作者:President Bill Clinton、James Patterson
ハードカバー: 528ページ
出版社: Little, Brown and Company and Knopf
ISBN-10: 0316412694
発売日: 2018/6/4
適正年齢:PG15
難易度:上級(文章そのものはシンプル)
ジャンル:政治スリラー
トピック/キーワード:アメリカ合衆国、大統領、政治スキャンダル、スパイ、サイバーテロリスト、裏切り

「ビル・クリントン元大統領がベストセラー作家のジェイムズ・パタースンと一緒に政治スリラーを書いた」というプレスリリースを読んだとき、「これは絶対にミリオンセラーになる」と思った。

ビル・クリントンが2004年に出した回想録『My Life(邦訳タイトル:マイライフ クリントンの回想)』は220万部以上売れ、ヒラリー・クリントンが大統領選を振り返った『What Happened(邦訳タイトル:WHAT HAPPENED 何が起きたのか?)』は2017年9月12日に発売されてから月末までの2週間強で30万部も売れて記録を作った。

このように、クリントン夫妻が書いた回想録はすべてミリオンセラーになっているが、それは、アメリカではまだ「クリントン」ブランドに商品価値があるからだ。政治評論家のクリス・マシューズが東海岸のリゾートで開催されたトークイベントで「カリフォルニアの住民は、どういうわけだか、クリントン夫婦を神様みたいに崇め、愛している」と語っていたが、東海岸のニューヨークやマサチューセッツでもクリントン夫婦の人気は高い。

共著者のジェイムズ・パタースンは、2009年には「ニューヨークタイムズ紙ベストセラーリストに最も多くの作品が入った作家」として、2010年には「電子書籍の売上で初めて100万部以上を売った作家」としてギネスブックに登録されているベテラン作家だ。英語圏の業界関係者から「自分の本を読む暇があるのだろうか?」とジョークにされるほど刊行する作品の数が多いのだが、その達成のコツは「共著」という方法だ。

昨年アマゾンの出版社から前例のないベストセラーを出したマーク・サリバンも、パタースンが自作のスリラーの共著者に選んだ作家のひとりだった。
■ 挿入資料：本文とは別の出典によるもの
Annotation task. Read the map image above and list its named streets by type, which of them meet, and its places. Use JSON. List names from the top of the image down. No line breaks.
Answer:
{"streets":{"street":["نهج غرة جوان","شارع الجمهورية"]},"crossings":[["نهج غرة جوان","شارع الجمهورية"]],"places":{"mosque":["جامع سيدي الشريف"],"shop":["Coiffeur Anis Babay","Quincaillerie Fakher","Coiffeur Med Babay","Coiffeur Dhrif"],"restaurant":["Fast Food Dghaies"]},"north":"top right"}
パタースンは、2017年は25冊、2018年は合計30冊の新刊(児童書を含む)を発売するという想像を絶する多作なのだが、彼のオンライン創作コースを受講した友人によると、パタースンは多数の作家チームを持っており、彼らに詳しい枠組みを指示して書かせているらしい。

つまり、実際に文章を書く「作家」というよりも、指導を与えて書かせるブレーン兼編集者であり、「パタースン」のブランドを率いるCEOであり、表向きの顔として活躍するスポークスマンのような存在なのである。何よりも重要なのは、「パタースンの名前がついた本は売れる」ということだ。
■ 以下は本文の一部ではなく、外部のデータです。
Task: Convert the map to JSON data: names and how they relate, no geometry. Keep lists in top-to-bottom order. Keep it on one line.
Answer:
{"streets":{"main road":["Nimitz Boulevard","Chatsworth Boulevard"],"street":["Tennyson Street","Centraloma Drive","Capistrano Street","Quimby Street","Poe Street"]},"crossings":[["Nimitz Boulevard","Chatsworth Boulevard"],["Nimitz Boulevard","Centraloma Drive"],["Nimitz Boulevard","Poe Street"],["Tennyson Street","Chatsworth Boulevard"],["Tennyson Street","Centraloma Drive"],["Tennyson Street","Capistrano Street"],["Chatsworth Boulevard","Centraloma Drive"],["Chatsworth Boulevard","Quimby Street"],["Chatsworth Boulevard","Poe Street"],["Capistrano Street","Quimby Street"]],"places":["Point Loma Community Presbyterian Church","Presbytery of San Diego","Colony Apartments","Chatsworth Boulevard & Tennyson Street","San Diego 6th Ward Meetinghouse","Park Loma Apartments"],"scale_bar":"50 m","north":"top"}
ビル・クリントンとジェイムズ・パタースンの組み合わせは意外に感じるかもしれないが、この2人をつなげた人物となると、さらに特異なのだ。

通常であれば、作家の代理で出版社などと交渉するのは「文芸エージェント」である。だが、クリントンとパタースンの場合は文芸エージェントではなく、「弁護士」のロバート・B・バーネットなのだという。

バーネットはワシントンDCでは有名な弁護士であり、オバマ元大統領夫妻、ヒラリー・クリントンといった民主党の大物政治家だけでなく、ジョージ・W・ブッシュ元大統領など共和党の政治家もクライアントに持っている。ニューヨークタイムズ紙の記事によると、ビル・クリントンとジェイムズ・パタースンが共著で小説を書くことを思いついたのはバーネットで、彼が2人にそのアイディアを持ちかけたらしい。
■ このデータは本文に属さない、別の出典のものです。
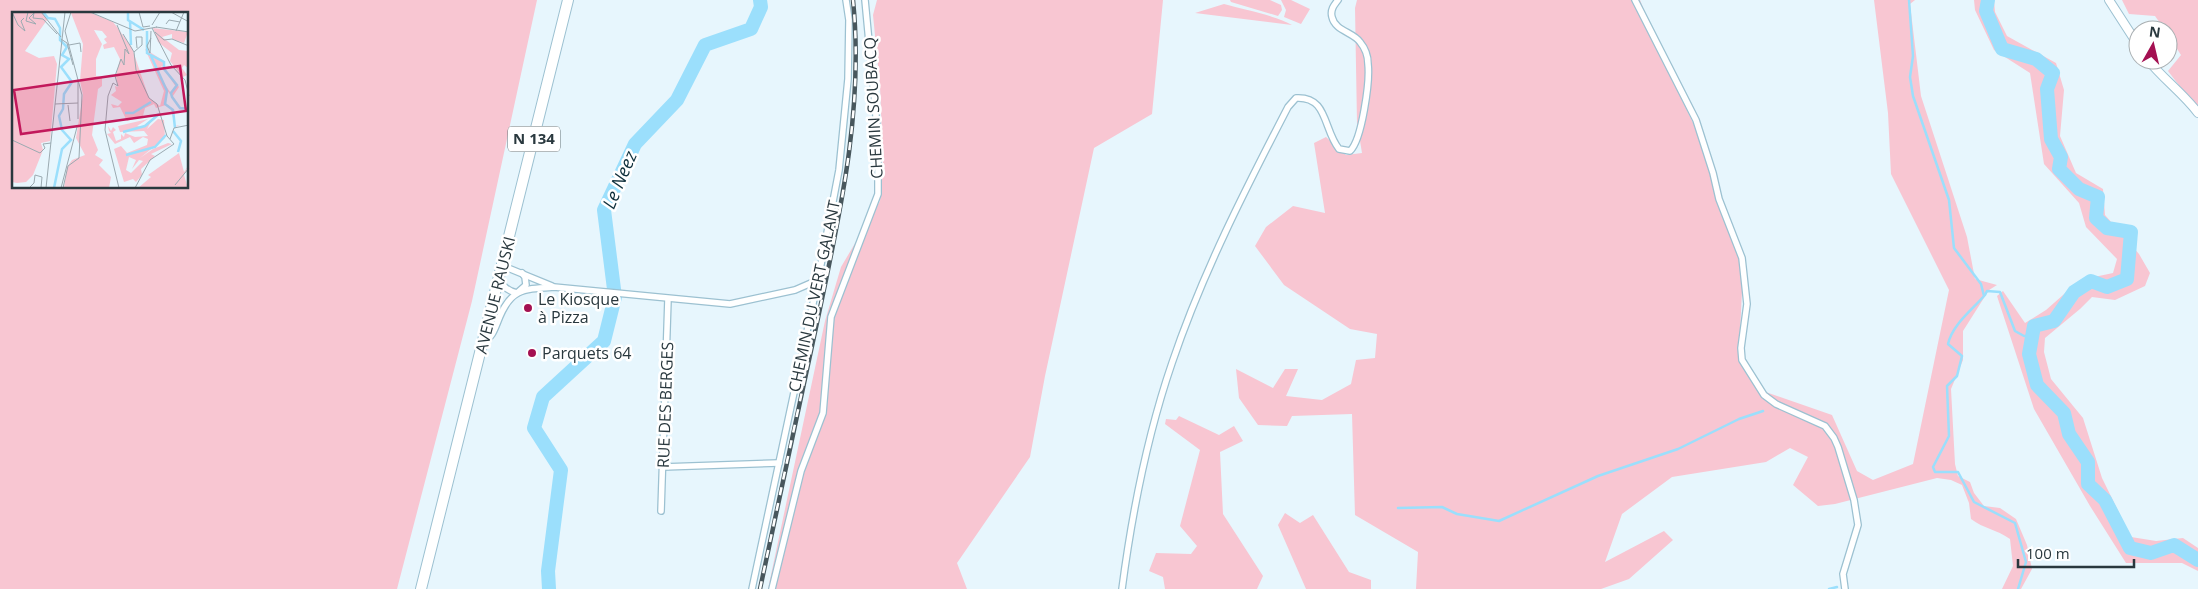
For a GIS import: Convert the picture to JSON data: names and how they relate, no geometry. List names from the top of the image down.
{
  "streets": {
    "main road": ["N 134", "AVENUE RAUSKI"],
    "street": ["CHEMIN SOUBACQ", "CHEMIN DU VERT GALANT", "RUE DES BERGES"]
  },
  "water": ["Le Neez"],
  "places": ["Le Kiosque à Pizza", "Parquets 64"],
  "scale_bar": "100 m",
  "north": "top"
}
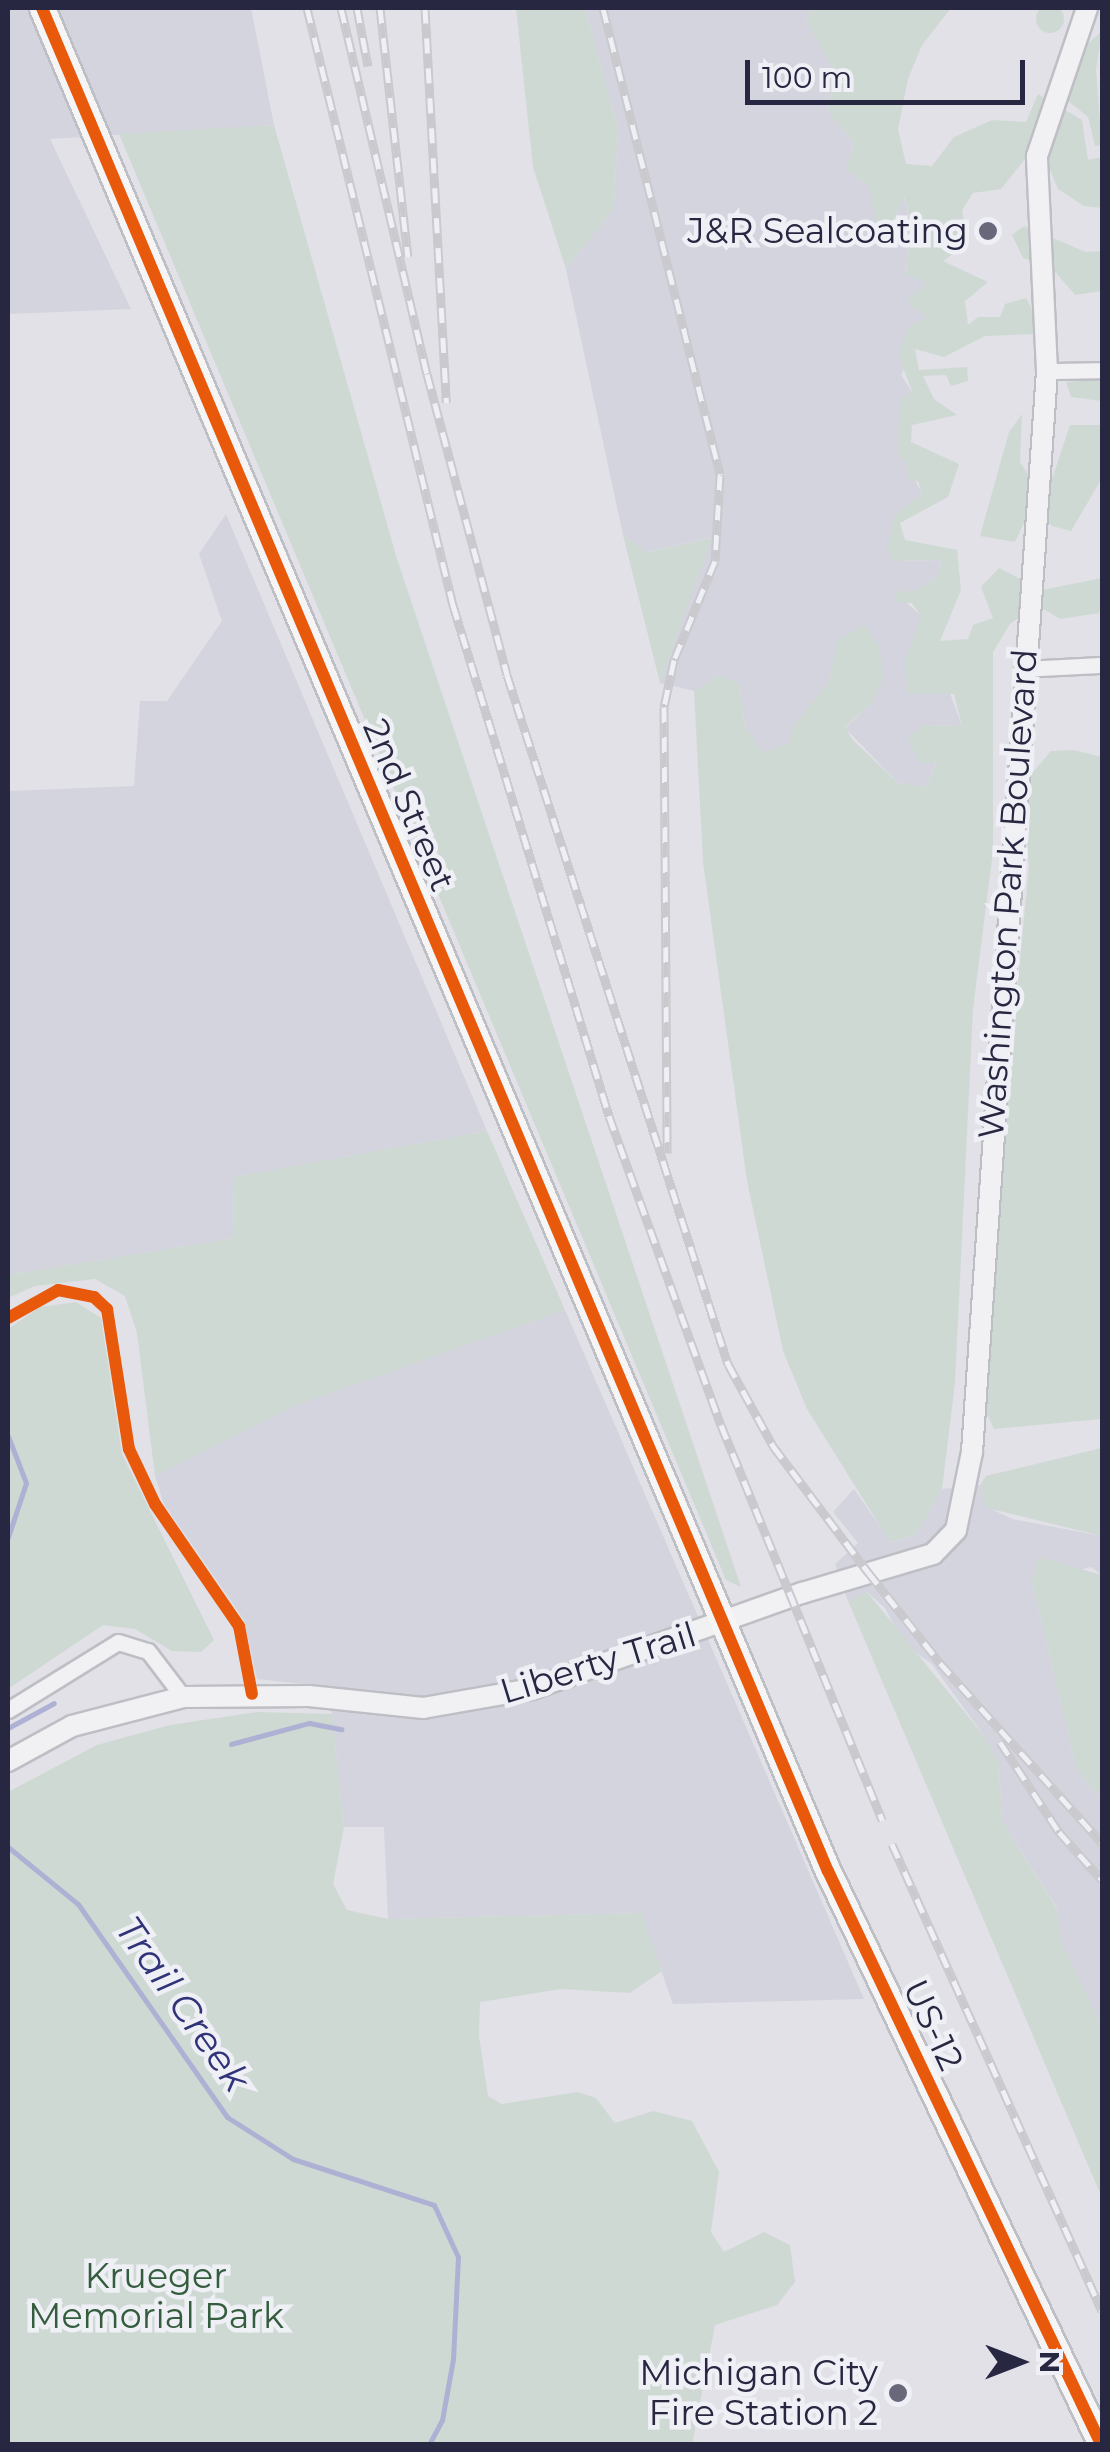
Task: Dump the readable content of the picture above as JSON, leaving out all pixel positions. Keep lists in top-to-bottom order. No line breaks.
{"streets":{"main road":["2nd Street","US-12"],"street":["Washington Park Boulevard","Liberty Trail"]},"crossings":[["2nd Street","Washington Park Boulevard"],["2nd Street","Liberty Trail"],["2nd Street","US-12"],["Washington Park Boulevard","Liberty Trail"],["Washington Park Boulevard","US-12"],["Liberty Trail","US-12"]],"water":["Trail Creek"],"parks":["Krueger Memorial Park"],"places":["J&R Sealcoating","Michigan City Fire Station 2"],"scale_bar":"100 m","north":"right"}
バーネットの目の付け所は正しく、このゴールデン・チームが生み出した『The President Is Missing(大統領が行方不明になっている)』というタイトルの政治スリラーは、6月4日に発売された最初の週にハードカバーのみで15万2千部も売れる大ベストセラーになった。電子書籍のキンドル版でも、アマゾンで最も多く読まれた本になり、発売から7月15日現在まで、ハードカバーの売れ行きで連続全米1位を保っている(ブックスキャンの調べ)。

では、肝心の内容はどうか?

簡単に説明すると、『The President Is Missing』はアメリカで「Airplane Read(飛行機の旅で読むのに適した本)」と呼ばれる類の小説だ。広いアメリカでは、飛行機は日本の新幹線かバスと同じような気軽さで使われる。長いフライトの途中には頭を使う難しい本や重い内容の本ではなく、退屈さを忘れさせてくれるようなスピード感がある面白い本が好まれる。『The President Is Missing』はそういう政治スリラーだ。

528ページもある分厚い本だが、各章がとても短くて、128章+エピローグという珍しいスタイルだ。章が短いせいで長い小説にもかかわらず、スピード感がある。

主人公は50歳の現役大統領ジョナサン・リンカーン・ダンカンだ。ダンカンは元軍人なので徴兵を逃れたビル・クリントンとその点は異なるが、あとはイメージが重なるところが多い。

小説は、テロリストと直接交渉した疑惑で下院の特別調査委員会から喚問されたダンカン大統領が、弾劾の危機に直面しているところから始まる。

このさなかに、水面下でアメリカをターゲットにしたサイバーテロの計画が進んでいた。テロが成功したら、多くの死者が出るだけでなく、経済が破綻し、アメリカは何十年も発達途上国のような状態になってしまう。このテロには、他国の機密機関や複数のスパイ、暗殺集団が関わっており、誰が誰と通じているのか見えてこない。

しかも、大統領とトップアドバイザーの8人しか知らない暗号が漏れていた。大統領が信頼している側近の中に裏切り者がいるのだ。副大統領すら信頼できない。ダンカン大統領は、国家の安全を守るためにやむを得ず姿を消す。そして、裏切り者を探し出し、サイバーテロを防ごうとする。

エキゾチックな東欧出身の女性暗殺者やスパイ、謎のイスラム教テロリスト、ホワイトハウス内の裏切り者など、トム・クランシー、ネルソン・デミル、ジョン・ル・カレを彷彿とさせるところがあり、彼らのファンが楽しめるスリラーだ。しかし、元大統領しか書けない情報が暴露されている本ではない。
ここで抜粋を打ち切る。